Princeton University violated Title IX legislation, the U.S. Department of Education’s Office of Civil Rights department announced Wednesday.
The OCR found that Princeton favored the rights of students accused of sexual misconduct over those of the alleged victims, according to a DOE statement. Princeton was found in violation of federal law for failing to respond to complaints of sexual violence adequately and for failing to end one student’s experience with a sexually hostile environment. As a result, the university will likely have to pay restitution to reported sexual assault victims.
“There is a culture at Princeton that looks the other way at sexual assault,” said Princeton student Duncan Hories.
While some Princeton students interviewed characterized the student environment as healthy, others expressed concern for the university’s handling of cases of sexual misconduct.
Hories said the news left a lot of students concerned, especially because the discussion of sexual assault on campus is not new. The Title IX violations, he said, have brought the topic back onto the radar of many students.
Others agreed, emphasizing that Princeton’s problem is not isolated. One student, who asked to remain anonymous, said they believed there was a “rape culture” at Princeton enhanced by the culture of the eating clubs.
The news that Princeton violated Title IX legislation came a day after The Daily Princetonian reported claims of a sexual assault case at one of Princeton’s eating clubs. The university’s federally mandated crime log recorded that a case of sexual assault from Oct. 10th was reported on Nov. 3. According to The Daily Princetonian, a university student was allegedly photographed publicly performing a sexual act at Tiger Inn, one of the eating clubs. Students told the newspaper that the photograph was then distributed via email to members of the eating club.

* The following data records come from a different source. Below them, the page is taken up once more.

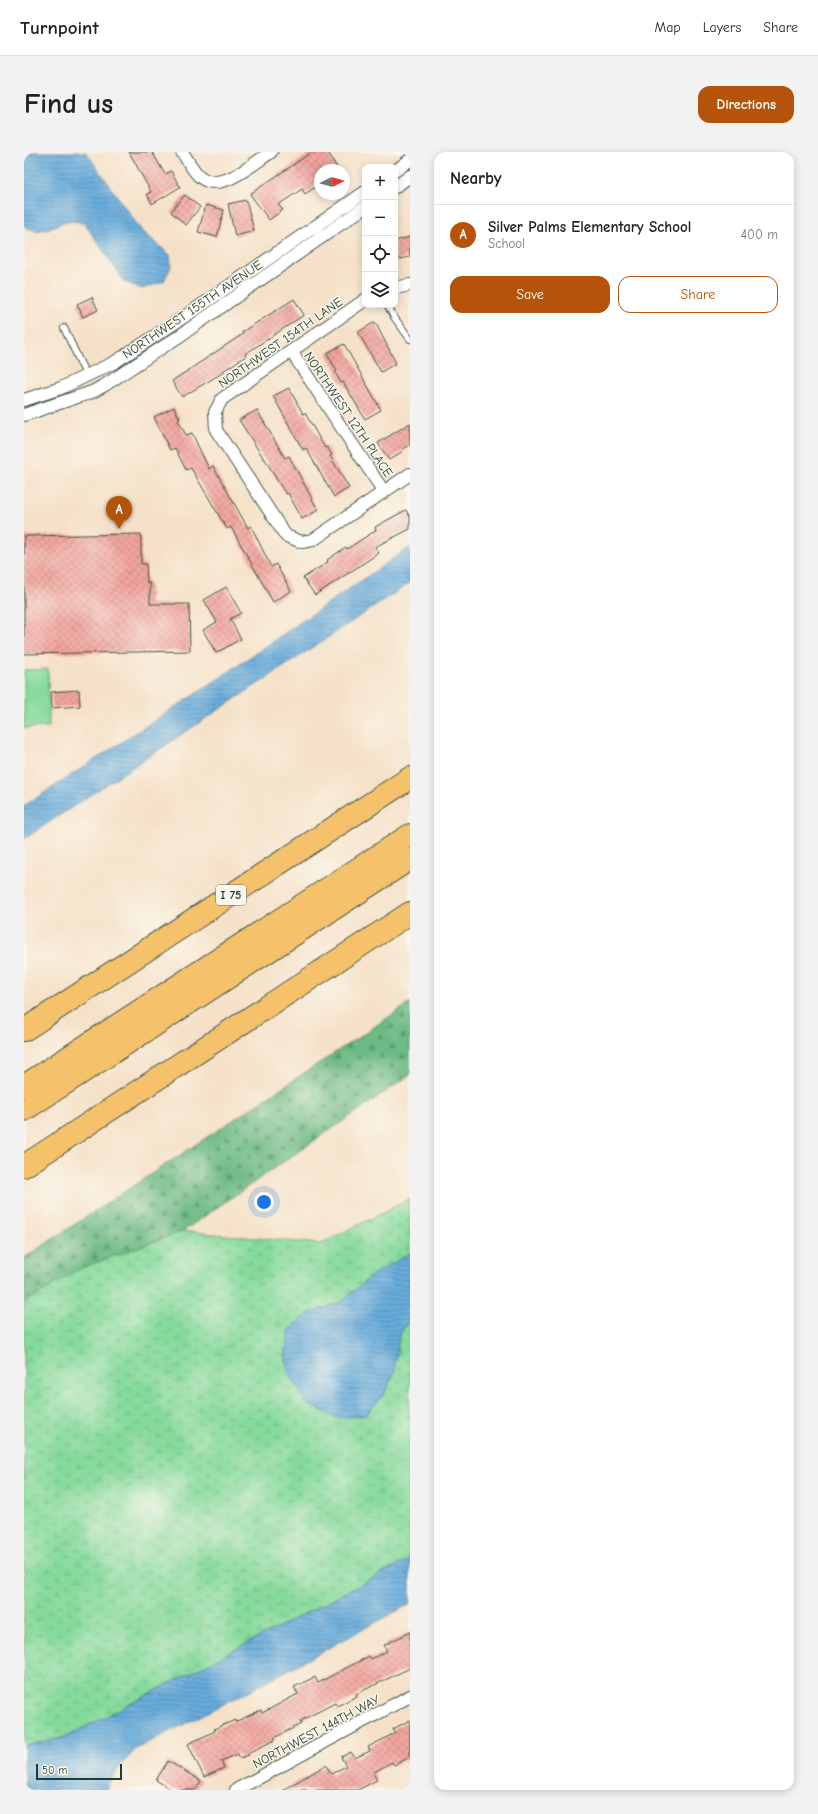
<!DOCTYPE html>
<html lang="en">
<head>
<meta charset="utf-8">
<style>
  body { margin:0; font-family:"Comic Neue",sans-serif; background:#f2f2f2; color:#202124 }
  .controls { position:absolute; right:12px; top:12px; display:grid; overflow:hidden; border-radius:8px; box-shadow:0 2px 10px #0003 }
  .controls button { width:36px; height:36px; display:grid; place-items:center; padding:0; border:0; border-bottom:1px solid #e0e0e0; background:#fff; color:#202124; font:20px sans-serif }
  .compass { position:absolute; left:290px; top:12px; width:36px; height:36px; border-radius:50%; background:#fff; box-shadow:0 2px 10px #0003; rotate:84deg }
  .scale { position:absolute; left:12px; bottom:10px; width:86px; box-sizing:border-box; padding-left:4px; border:2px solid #1f3d34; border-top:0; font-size:11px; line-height:14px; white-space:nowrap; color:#1f3d34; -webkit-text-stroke:3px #fbf7ec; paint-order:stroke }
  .you { position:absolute; left:240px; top:1050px; width:14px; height:14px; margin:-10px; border:3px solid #fff; border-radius:50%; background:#1a73e8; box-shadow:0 0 0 6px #1a73e833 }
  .badge { display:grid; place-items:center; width:26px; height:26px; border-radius:50%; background:#b45309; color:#fff; font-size:13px; font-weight:700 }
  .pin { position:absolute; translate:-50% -33px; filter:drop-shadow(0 1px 2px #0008) }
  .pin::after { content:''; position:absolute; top:21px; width:14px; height:12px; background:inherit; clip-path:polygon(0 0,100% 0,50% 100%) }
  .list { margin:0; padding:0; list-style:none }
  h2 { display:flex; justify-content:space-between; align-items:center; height:52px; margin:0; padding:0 16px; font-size:17px }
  h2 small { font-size:13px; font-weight:400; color:#757577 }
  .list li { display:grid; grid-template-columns:26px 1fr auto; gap:12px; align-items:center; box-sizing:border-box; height:60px; padding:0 16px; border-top:1px solid #e0e0e0 }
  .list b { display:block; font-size:15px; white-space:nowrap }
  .list p { margin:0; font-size:13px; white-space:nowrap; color:#757577 }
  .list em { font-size:13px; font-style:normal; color:#757577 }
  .actions { display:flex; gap:8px; padding:12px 16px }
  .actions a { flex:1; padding:9px 0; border:1px solid #b45309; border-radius:12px; text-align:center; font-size:14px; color:#b45309 }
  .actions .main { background:#b45309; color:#fff }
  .icon { flex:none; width:22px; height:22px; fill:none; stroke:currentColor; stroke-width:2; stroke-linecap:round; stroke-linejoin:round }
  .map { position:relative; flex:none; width:386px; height:1638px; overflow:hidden; border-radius:12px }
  header { display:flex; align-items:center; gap:24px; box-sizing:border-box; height:56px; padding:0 20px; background:#fff; border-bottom:1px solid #e0e0e0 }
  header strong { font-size:19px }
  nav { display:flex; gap:22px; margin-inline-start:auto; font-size:14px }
  .intro { display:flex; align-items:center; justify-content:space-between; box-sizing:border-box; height:96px; padding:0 24px }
  h1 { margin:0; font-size:28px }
  .button { padding:10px 18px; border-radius:12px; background:#b45309; color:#fff; font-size:14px; font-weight:700 }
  main { display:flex; gap:24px; padding:0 24px }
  aside { flex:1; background:#fff; border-radius:12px; box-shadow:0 2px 10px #0003 }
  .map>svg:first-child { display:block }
  .forest { fill:url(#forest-firs); stroke:#467c5c }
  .wetland { fill:url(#wetland-marsh); stroke:#528c68 }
  .pitch { fill:#86da9c; stroke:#528c68 }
  .water { fill:url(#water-rules); stroke:#437488 }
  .building { fill:url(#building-cross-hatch) }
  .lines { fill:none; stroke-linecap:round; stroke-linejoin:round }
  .service-casing { stroke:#3f564a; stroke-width:8 }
  .minor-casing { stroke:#3f564a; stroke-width:14 }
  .motorway-casing { stroke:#3f564a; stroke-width:24 }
  .service { stroke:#fff; stroke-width:6 }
  .minor { stroke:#fff; stroke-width:12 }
  .motorway { stroke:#f5c16b; stroke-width:22 }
  .labels { text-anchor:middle; stroke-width:3; stroke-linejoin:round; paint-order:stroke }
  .shield { fill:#fbf7ec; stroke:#61756b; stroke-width:1 }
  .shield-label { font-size:12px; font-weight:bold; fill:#1f3d34 }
  .street-label { font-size:13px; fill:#1f3d34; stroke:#fbf7ec }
</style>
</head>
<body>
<header>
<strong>Turnpoint</strong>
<nav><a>Map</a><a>Layers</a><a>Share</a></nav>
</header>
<div class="intro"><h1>Find us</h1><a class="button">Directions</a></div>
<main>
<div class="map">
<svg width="386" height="1638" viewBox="0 0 386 1638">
  <defs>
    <pattern id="forest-firs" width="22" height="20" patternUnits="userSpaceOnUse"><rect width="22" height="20" fill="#6cba84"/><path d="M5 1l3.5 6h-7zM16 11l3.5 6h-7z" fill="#58986d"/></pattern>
    <pattern id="wetland-marsh" width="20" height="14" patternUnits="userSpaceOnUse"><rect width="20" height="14" fill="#86da9c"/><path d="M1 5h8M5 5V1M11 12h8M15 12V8" fill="none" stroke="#73bc87"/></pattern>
    <pattern id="water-rules" width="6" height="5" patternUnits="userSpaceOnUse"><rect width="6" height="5" fill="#67acdc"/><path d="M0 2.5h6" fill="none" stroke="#548db3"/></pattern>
    <pattern id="building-cross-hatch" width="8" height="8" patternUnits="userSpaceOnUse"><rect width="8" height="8" fill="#f3a59f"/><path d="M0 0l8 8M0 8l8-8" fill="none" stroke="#c48882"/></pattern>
  </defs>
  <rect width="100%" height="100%" fill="#fbf7ec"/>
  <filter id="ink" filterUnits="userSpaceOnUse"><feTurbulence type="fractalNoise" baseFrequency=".025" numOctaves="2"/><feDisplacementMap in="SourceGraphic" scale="8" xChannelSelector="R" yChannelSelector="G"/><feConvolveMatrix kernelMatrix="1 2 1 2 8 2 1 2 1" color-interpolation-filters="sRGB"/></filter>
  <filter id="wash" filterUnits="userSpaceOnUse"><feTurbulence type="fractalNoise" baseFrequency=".012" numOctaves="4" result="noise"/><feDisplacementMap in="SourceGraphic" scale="16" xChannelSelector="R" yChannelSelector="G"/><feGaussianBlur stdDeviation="0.9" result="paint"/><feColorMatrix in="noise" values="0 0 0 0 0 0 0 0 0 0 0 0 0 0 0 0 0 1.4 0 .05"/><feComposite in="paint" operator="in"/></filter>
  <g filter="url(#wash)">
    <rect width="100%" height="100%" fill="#f5e1c8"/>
    <!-- forest -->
    <path class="forest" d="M386,851v72l-227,156 -104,38 -55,34v-45z"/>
    <!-- wetland -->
    <path class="wetland" d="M386,1047v54l-36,21 -35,29 -30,10 57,102 18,-21 10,-21 5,-38 11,-15v239l-344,178 -42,9v-443l55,-34 104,-38 137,13z"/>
    <!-- pitch -->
    <path class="pitch" d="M24,517l1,58 -25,1v-58z"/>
    <!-- water -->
    <path class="water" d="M0,0h62l55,78 29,25 1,12 -7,14 -22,8 -17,-7 -40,-58c-4,-1 -9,-3 -13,-3 -15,0 -30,17 -48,5z
      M386,395v36l-386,256v-33l197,-129z
      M386,1101v67l-11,15 -5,38 -10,21 -18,21 -29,3 -31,-15 -17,-30 -4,-18 5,-27 19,-15 30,-10 35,-29z
      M386,1407v45l-163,88 -111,57 -15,16 -14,21v4h-83v-44l42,-9z"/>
    <g id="blocks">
      <!-- building -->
      <path class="building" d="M105,0h23l13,22 6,-3 9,16 -28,17 -5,-10 4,-2z
        M288,0h16l10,18h-18v14l-15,10 -3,-5 -24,16 5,5 -14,10 -19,-26z
        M161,43l15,12 -14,18 -15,-13z
        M222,48l8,31 -19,5 -7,-32z
        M182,53l18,5 -7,27 -19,-5z
        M386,85v20l-15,3v-19z
        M68,145l6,13 -15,7 -6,-13z
        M270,147l10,16 -59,39 1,2 -23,15 1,1 -42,25 -10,-16 71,-47 -1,-2z
        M351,170l21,41 -15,9 -23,-40z
        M320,192l37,66 -16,9 -22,-37 -2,1 -6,-11 2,-1 -10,-18z
        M265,236l14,26 2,-1 20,35 2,-1 5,8 -2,1 19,32 -15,9 -28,-49 -3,2 -30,-54z
        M150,255l6,12 -2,1 8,15 6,-2 17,36 4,-3 35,62 3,-2 20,41 5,-3 15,27 -18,11 -42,-75 -4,2 -36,-61 -5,2 -11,-22 -5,2 -16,-33z
        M233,258l28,48 4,-2 29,54 -16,9 -14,-26 -2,1 -8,-12 -13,-23h-1l-25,-39z
        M386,271v22l-8,5 1,1 -14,9 -11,-17z
        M382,358l4,7v12l-35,18 4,6 -64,42 -12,-17 25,-16 -1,-2 19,-13 1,2 29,-19 -1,-3z
        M117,382v30h5l1,19h3v21h39l1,47 -166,3v-118z
        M202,435l15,26 -11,6 11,20 -25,14 -13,-23 14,-8 -13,-22z
        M55,538l1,16 -28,2 -1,-16z
        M386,1480v36l-54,26 1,2 -20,10 -2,-3 -35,18 1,3 -27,14 1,2 -27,13 1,2 -9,3 -2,-4 -17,7 3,7 -20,9 -16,-33 27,-13 -1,-2 21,-9v2l26,-12 1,3 36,-19 -4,-7 21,-10 3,6 51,-27 2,3 16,-8 -3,-6z
        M386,1568v37l-16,8 -2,-3 -19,11 4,7 -19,10h-75l43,-25 5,9 15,-8 -5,-9 10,-5 4,6 15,-7 -2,-4 27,-14 -2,-4z
        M144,1609l33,20 -6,9h-23l-16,-10z"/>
    </g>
  </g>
  <g filter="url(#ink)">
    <use href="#blocks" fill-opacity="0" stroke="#3f564a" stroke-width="1"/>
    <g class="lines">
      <defs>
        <path id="service" d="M363,153l7,12 16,22
          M40,176l23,49"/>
        <path id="minor" d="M158,0c5,7 10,17 16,23 21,21 54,-11 73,-23
          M371,19l15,-11
          M371,35l15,-11
          M371,136l15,-3
          M341,148l-143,99 -7,13 1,18 70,106 16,6 11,-2 97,-66
          M267,199l93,141
          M0,248l37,-12 54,-26 78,-51 172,-119
          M0,263l68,-23 13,-7 73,-48 187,-130
          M212,1638l174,-94"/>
        <path id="motorway" d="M0,878l386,-252
          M0,934l386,-251
          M0,958l386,-251
          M0,1014l386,-253"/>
      </defs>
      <!-- service casing -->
      <use href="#service" class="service-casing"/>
      <!-- minor casing -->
      <use href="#minor" class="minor-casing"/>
      <!-- motorway casing -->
      <use href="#motorway" class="motorway-casing"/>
      <!-- service -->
      <use href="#service" class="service"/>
      <!-- minor -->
      <use href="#minor" class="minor"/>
      <!-- motorway -->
      <use href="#motorway" class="motorway"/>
    </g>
  </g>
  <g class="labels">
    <!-- shield labels -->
    <rect class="shield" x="192" y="733" width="30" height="20" rx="3"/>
    <g class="shield-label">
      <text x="207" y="747">I 75</text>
    </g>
    <!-- street labels -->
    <g class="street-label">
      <text transform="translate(168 157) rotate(-34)" y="5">NORTHWEST 155TH AVENUE</text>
      <text transform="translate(256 190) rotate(-35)" y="5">NORTHWEST 154TH LANE</text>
      <text transform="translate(325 262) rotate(56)" y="5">NORTHWEST 12TH PLACE</text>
      <text transform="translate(292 1579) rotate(-28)" y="5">NORTHWEST 144TH WAY</text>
    </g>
  </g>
</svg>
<div class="controls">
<button>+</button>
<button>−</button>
<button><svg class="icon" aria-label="locate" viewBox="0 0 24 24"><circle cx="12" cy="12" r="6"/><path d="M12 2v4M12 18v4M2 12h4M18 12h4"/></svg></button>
<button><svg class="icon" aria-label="layers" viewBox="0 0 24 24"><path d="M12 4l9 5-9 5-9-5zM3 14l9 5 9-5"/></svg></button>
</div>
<svg class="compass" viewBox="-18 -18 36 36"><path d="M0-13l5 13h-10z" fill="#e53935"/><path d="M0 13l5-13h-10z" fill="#757577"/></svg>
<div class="scale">50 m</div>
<div class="you"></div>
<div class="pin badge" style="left:95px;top:377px">A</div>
</div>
<aside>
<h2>Nearby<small></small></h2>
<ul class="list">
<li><span class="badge">A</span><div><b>Silver Palms Elementary School</b><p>School</p></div><em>400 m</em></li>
</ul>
<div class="actions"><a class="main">Save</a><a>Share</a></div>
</aside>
</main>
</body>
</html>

“At no point did our department receive a report of this incident from a witness or victim prior to me being notified by a member of the press,” Police Captain Nick Sutter told The Daily Princetonian on Tuesday afternoon. “We do not have any information relating to whether the alleged acts were consensual or nonconsensual with respect to the individuals involved.”
Hories said that this most recent sexual assault case could easily be related to the Title IX legislation violation, adding that Princeton has a social culture that is conducive to sexual misconduct and gender discrimination.
Princeton student Alissa Lopez said that the eating clubs, the center of Princeton’s social scene, demonstrate gender discrimination on campus. Princeton’s student body is 49 percent female; however, only a third of eating club officers are women. There is only one female president, and all but one of the eating clubs have more males than females in positions of the highest authority, she said.
“The eating clubs are generally perceived as the center of the social scene, and the disproportionate leadership of each club fails in general terms of gender equality,” she said.
This fall, Princeton instituted a new sexual misconduct policy that instituted major changes, including the introduction of a committee that will review each of the sexual misconduct cases within the university.
Ella Cheng, the student life chair within the Princeton student government, is one of the students who has consulted with administration on sexual misconduct policies. Cheng said that these new policies are part of the resolution agreement between the OCR and Princeton.
However, despite the news of the violation, Princeton student Lily Lesser said she felt very comfortable that Princeton has a sufficient support network for students who have been victims of sexual misconduct on campus. The university has a SHARE system — similar to Yale’s — with many resources, and freshmen are required to participate in sexual harassment training during their orientation, she said.
Yale was investigated by the Department of Education after a Title IX complaint in 2011.